The hard part is proving that you can't find better positions for the doubled-up markers, though.
Here's another algorithm; it's faster than my previous one but again I'm not sure if it's correct. I have a feeling that it is, but I haven't come up with a proof or a counterexample as yet. It's essentially a generalisation of your case for n=3. (1) Indirectly sort the elements of the matrix. This gives you the indices of the elements in order from the lowest element to the highest element. (2) Label all the elements in the matrix as "unknown" - you don't know if they are present in the optimal solution or not. (3) Take the lowest unknown element in the matrix, and mark it as unchosen. If doing so leaves only one unmarked element in that row, mark that element as chosen; do the same for the column - if this in turn leaves only one unmarked element in the same column/row, mark it in turn, etc. (4) Repeat step (3) until you have marked n^2-2n elements as unchosen, or you've marked 2n elements as chosen (I feel this second condition could only happen if the first was true anyway, though). (5) Mark all remaining unknown elements as chosen.
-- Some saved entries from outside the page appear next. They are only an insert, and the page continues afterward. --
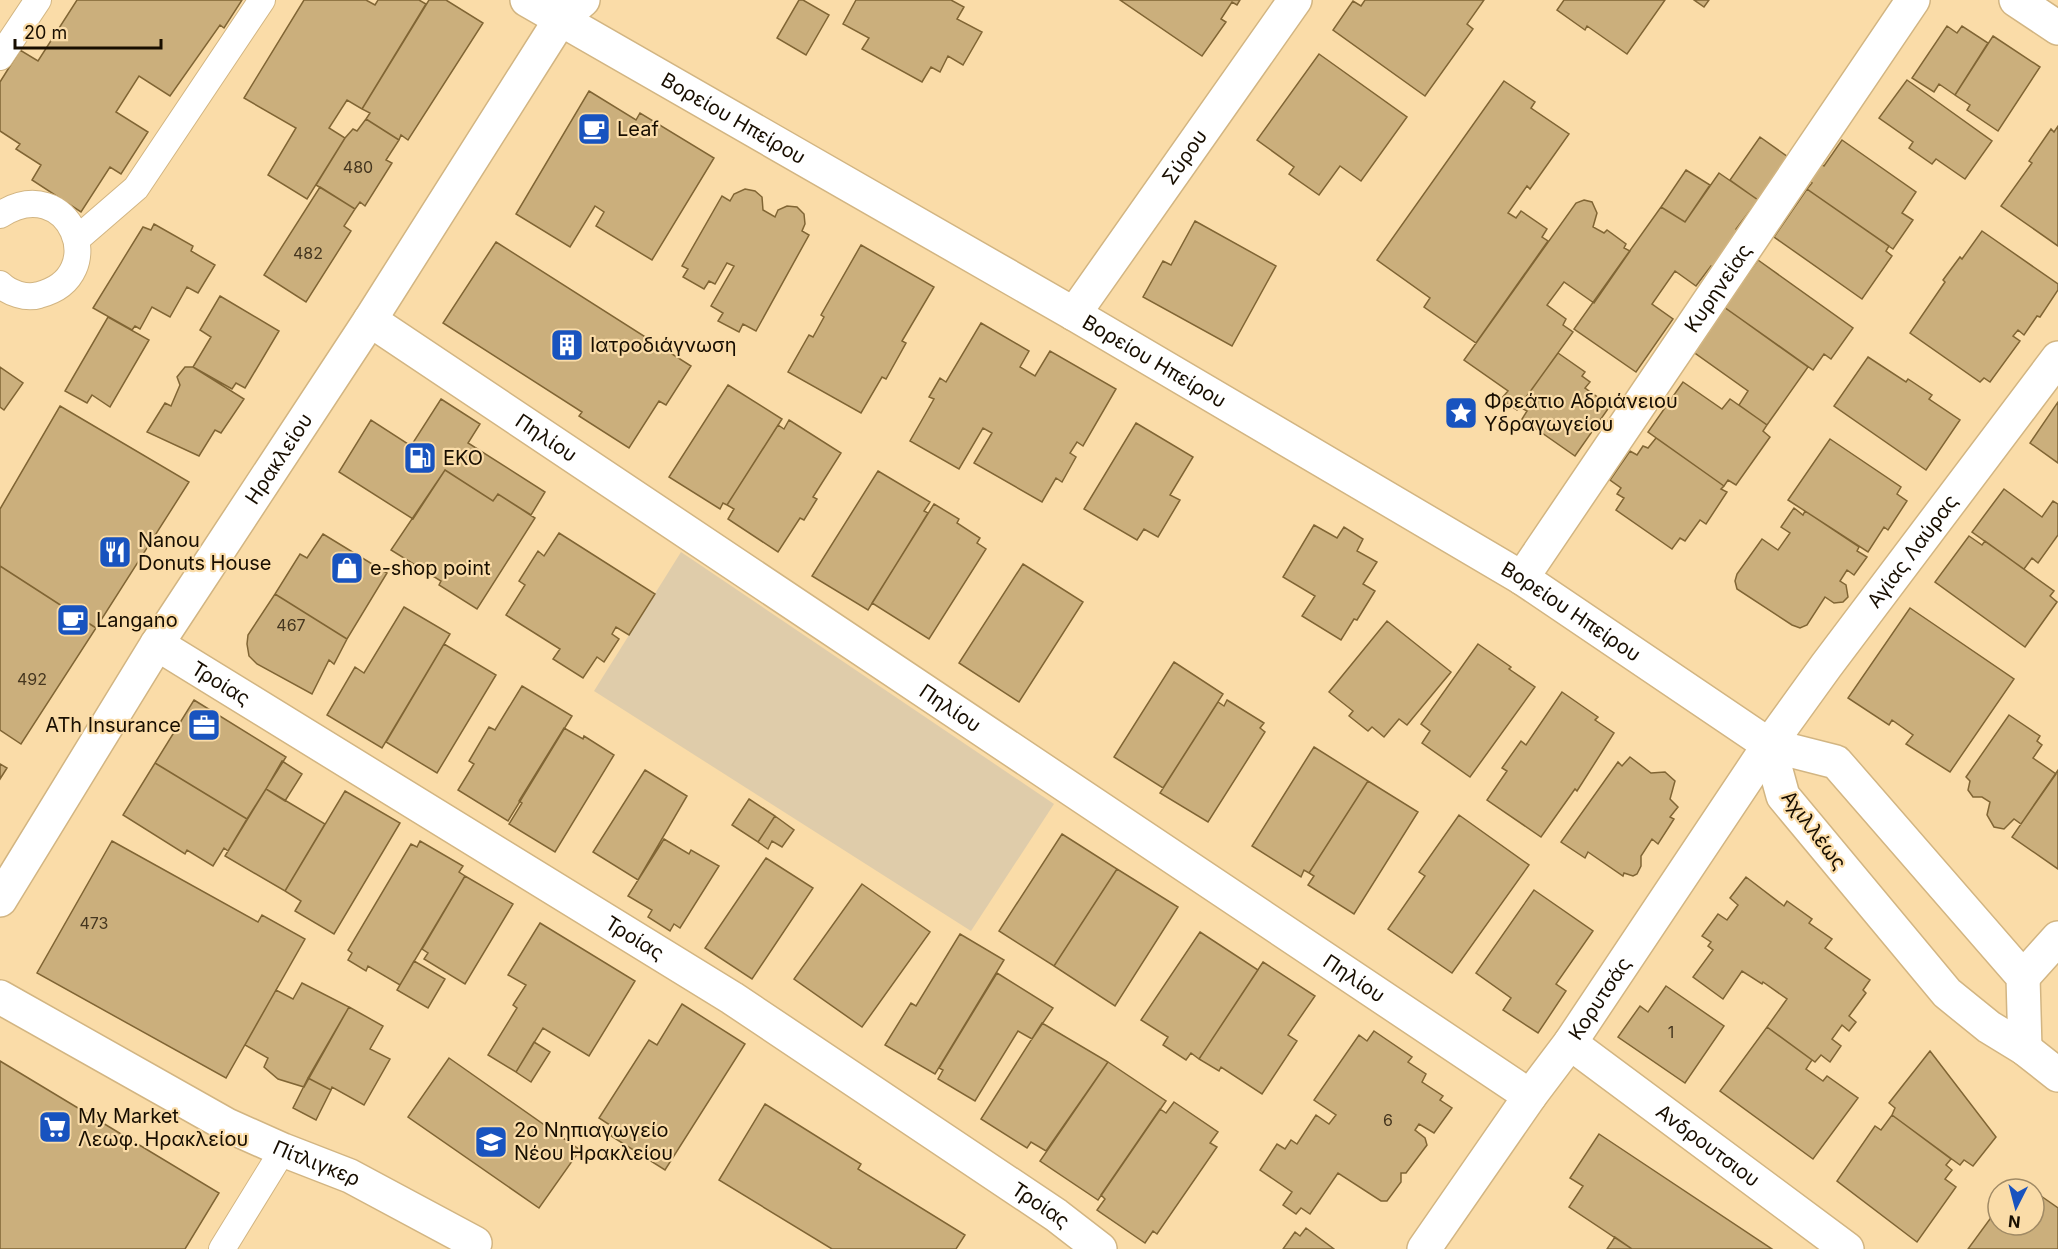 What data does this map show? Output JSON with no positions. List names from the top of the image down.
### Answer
{
  "streets": {
    "street": [
      "Βορείου Ηπείρου",
      "Σύρου",
      "Κυρηνείας",
      "Πηλίου",
      "Ηρακλείου",
      "Αγίας Λαύρας",
      "Τροίας",
      "Αχιλλέως",
      "Κορυτσάς",
      "Ανδρουτσιου",
      "Πίτλιγκερ"
    ]
  },
  "crossings": [
    ["Βορείου Ηπείρου", "Σύρου"],
    ["Βορείου Ηπείρου", "Κυρηνείας"],
    ["Βορείου Ηπείρου", "Ηρακλείου"],
    ["Βορείου Ηπείρου", "Αγίας Λαύρας"],
    ["Βορείου Ηπείρου", "Αχιλλέως"],
    ["Βορείου Ηπείρου", "Κορυτσάς"],
    ["Πηλίου", "Ηρακλείου"],
    ["Πηλίου", "Κορυτσάς"],
    ["Ηρακλείου", "Τροίας"],
    ["Αγίας Λαύρας", "Αχιλλέως"],
    ["Αγίας Λαύρας", "Κορυτσάς"],
    ["Αχιλλέως", "Κορυτσάς"],
    ["Κορυτσάς", "Ανδρουτσιου"]
  ],
  "places": {
    "cafe": ["Leaf", "Langano"],
    "building": ["Ιατροδιάγνωση"],
    "place": ["Φρεάτιο Αδριάνειου Υδραγωγείου"],
    "fuel station": ["EKO"],
    "restaurant": ["Nanou Donuts House"],
    "shop": ["e-shop point"],
    "office": ["ATh Insurance"],
    "supermarket": ["My Market Λεωφ. Ηρακλείου"],
    "school or university": ["2ο Νηπιαγωγείο Νέου Ηρακλείου"]
  },
  "house_numbers": [
    "480",
    "482",
    "467",
    "492",
    "473",
    "1",
    "6"
  ],
  "scale_bar": "20 m",
  "north": "bottom"
} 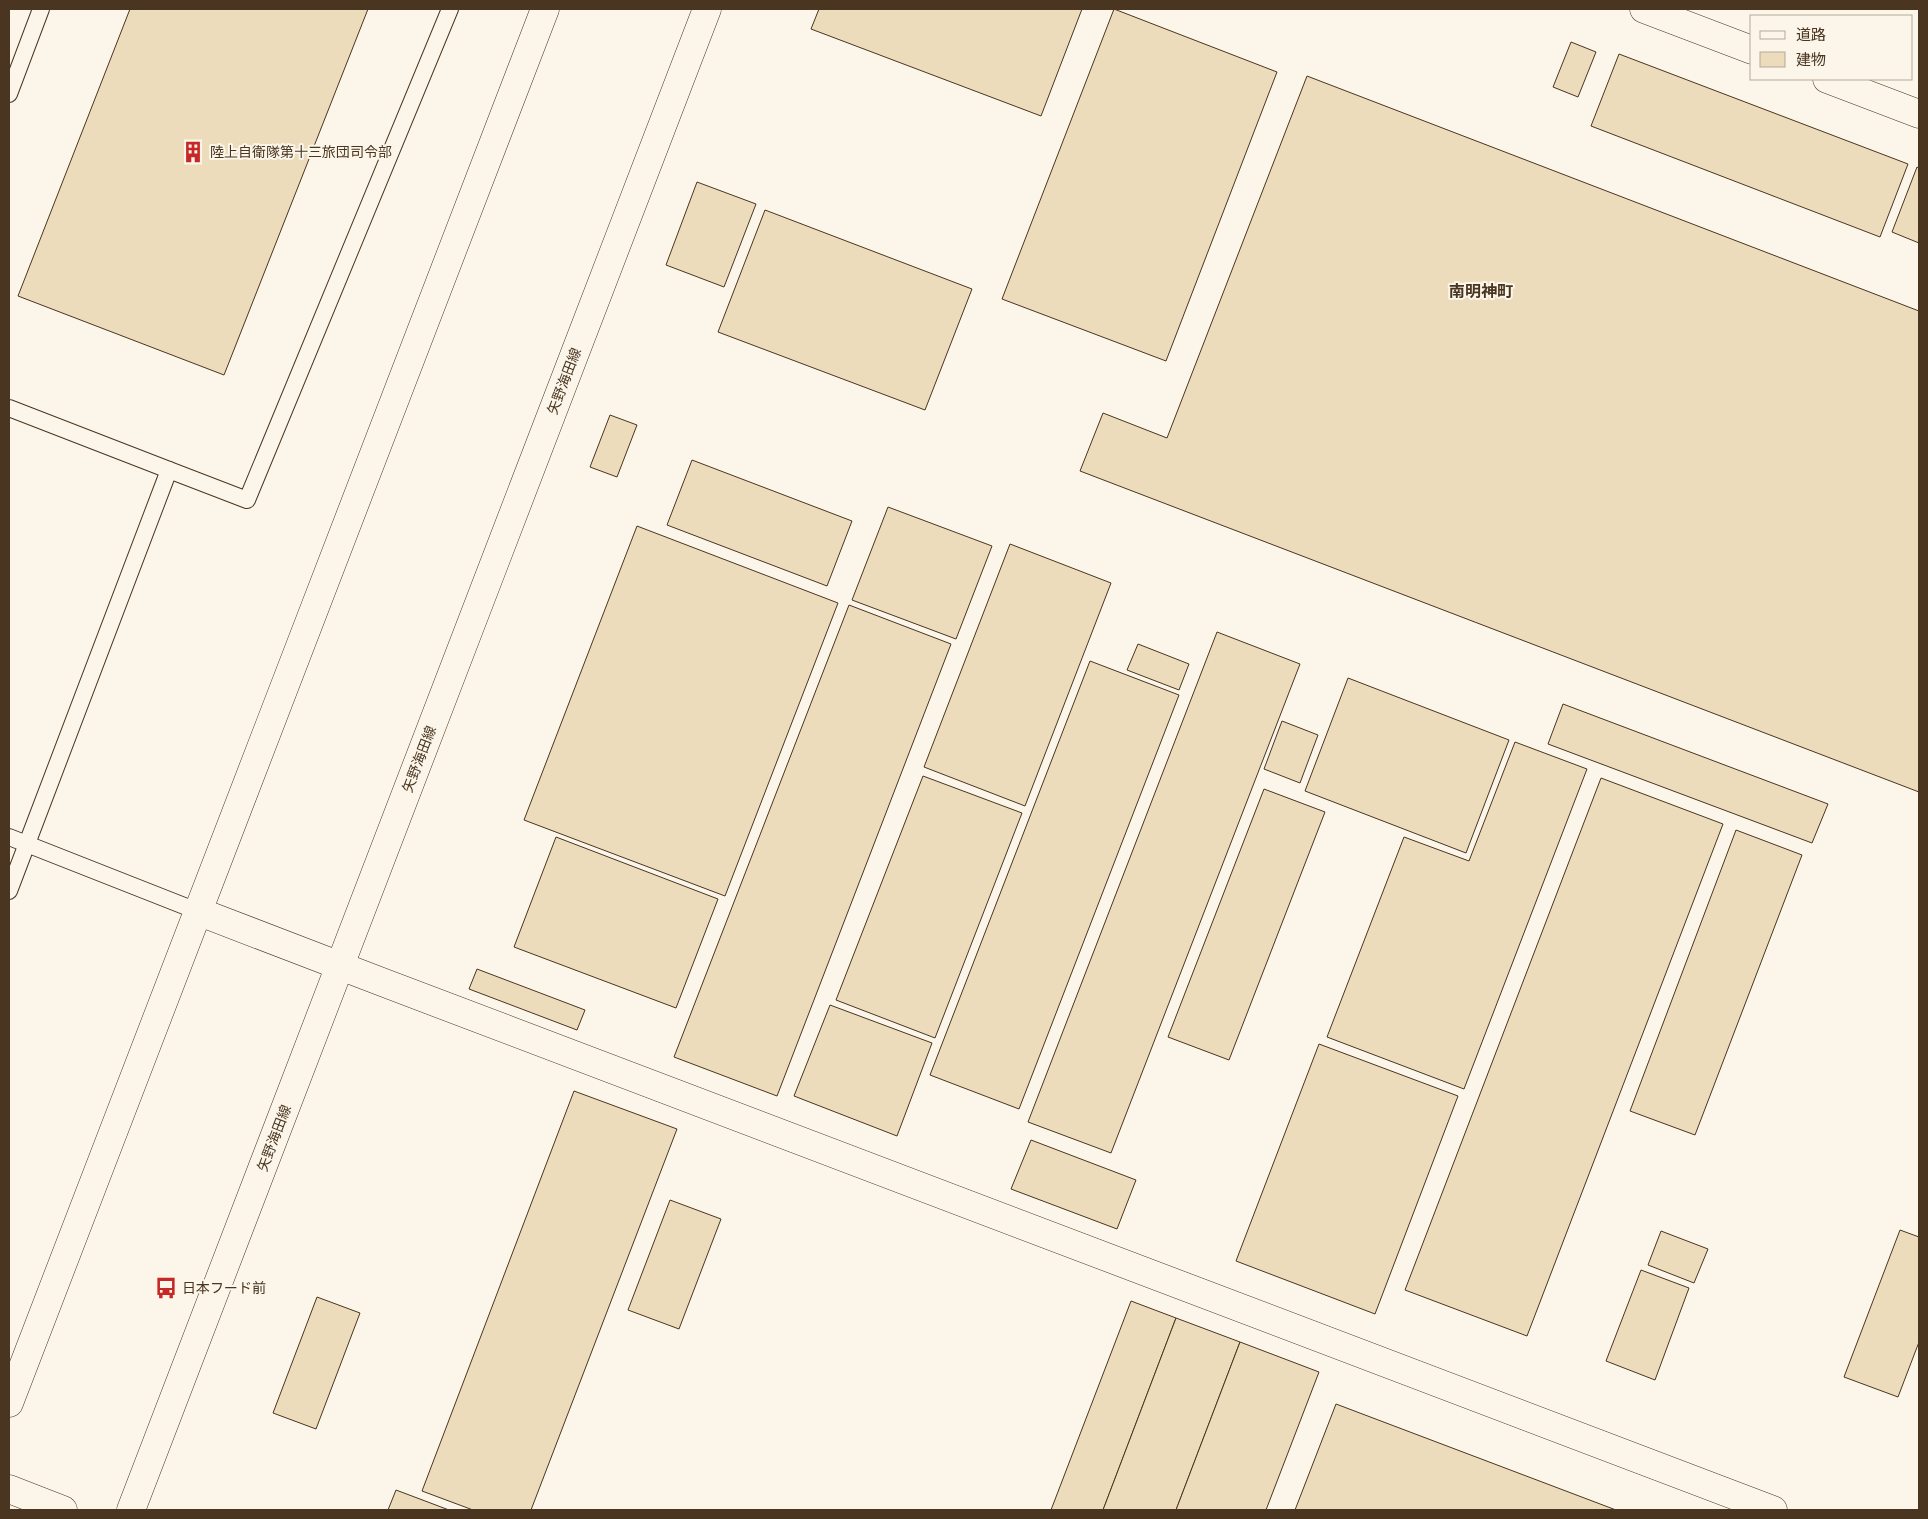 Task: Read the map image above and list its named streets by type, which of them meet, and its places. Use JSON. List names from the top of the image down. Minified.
{"streets":{"main road":["矢野海田線"]},"districts":["南明神町"],"places":{"building":["陸上自衛隊第十三旅団司令部"],"bus stop":["日本フード前"]},"legend":["道路","建物"]}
Now your final result is the sum of all the chosen elements.
As I figure it, I think this should actually be O(n^2 log(n)).
EDIT: Okay, I did some testing, and it appears that the solutions it comes up with can fail to meet the solution criteria. Basically, consider a situation where the last remaining values in two rows and two columns are precisely the four values that lie in the intersection of those rows and columns. Then you would need to mark all of those values in the final solution, but this algorithm doesn't recognise that fact - it could still remove one of the values in that intersection, leaving only 3 values to select in a region that requires 4 to be chosen. I guess this kind of approach is useless, as it turns out.
I added your brute force 4x4 to test against my previous solver; it passed 1000 randomly generated test cases. Also, as it turns out, my algorithm is actually O(n^3), not O(n^4). I'm still thinking about a proof of correctness and/or counterexample though.
I don't have any proof yet, but I think the optimal solution to the Kaiji problem is to bet the max safe bet in every Slave round (since it has a higher payout) and bet 1mm in every King round. Once you lose once during slave, you keep betting 1mm every King round but during Slave rounds, you bet 1mm + the number of rounds you won, because wins earn you a little more buffer. I'll try to work out an average winnings for this.
Alright, I tried a few variations on strategy and the best I've gotten so far is 64.9439925862 by starting with King and betting the max safe bet every round no matter what. I'll see if I can fine tune it a bit.
EDIT: I have a new theory. King round is actually better than Slave round. Previously I was thinking of mm as lost no matter what, so S=1 and K=4/5. However, mm are only lost when you lose, so Slave is worth 5/4 per mm and King is worth 4 per mm. A new strategy starting with Slave and betting max on King, 1 on Slave yields 71.3105664.
FIFTY MILLIMETERS ALL DAY ERRY DAY, PUSSIES. I HAVE TWO EARS.
And <= 1 brain, so you still lose.
Anyways, I got bored of guessing strategies and wrote a recursive program to test every possible betting strategy for every possible result and use the best one. It won't tell me the best strategy, but it will tell me the best result, assuming it ever finishes running.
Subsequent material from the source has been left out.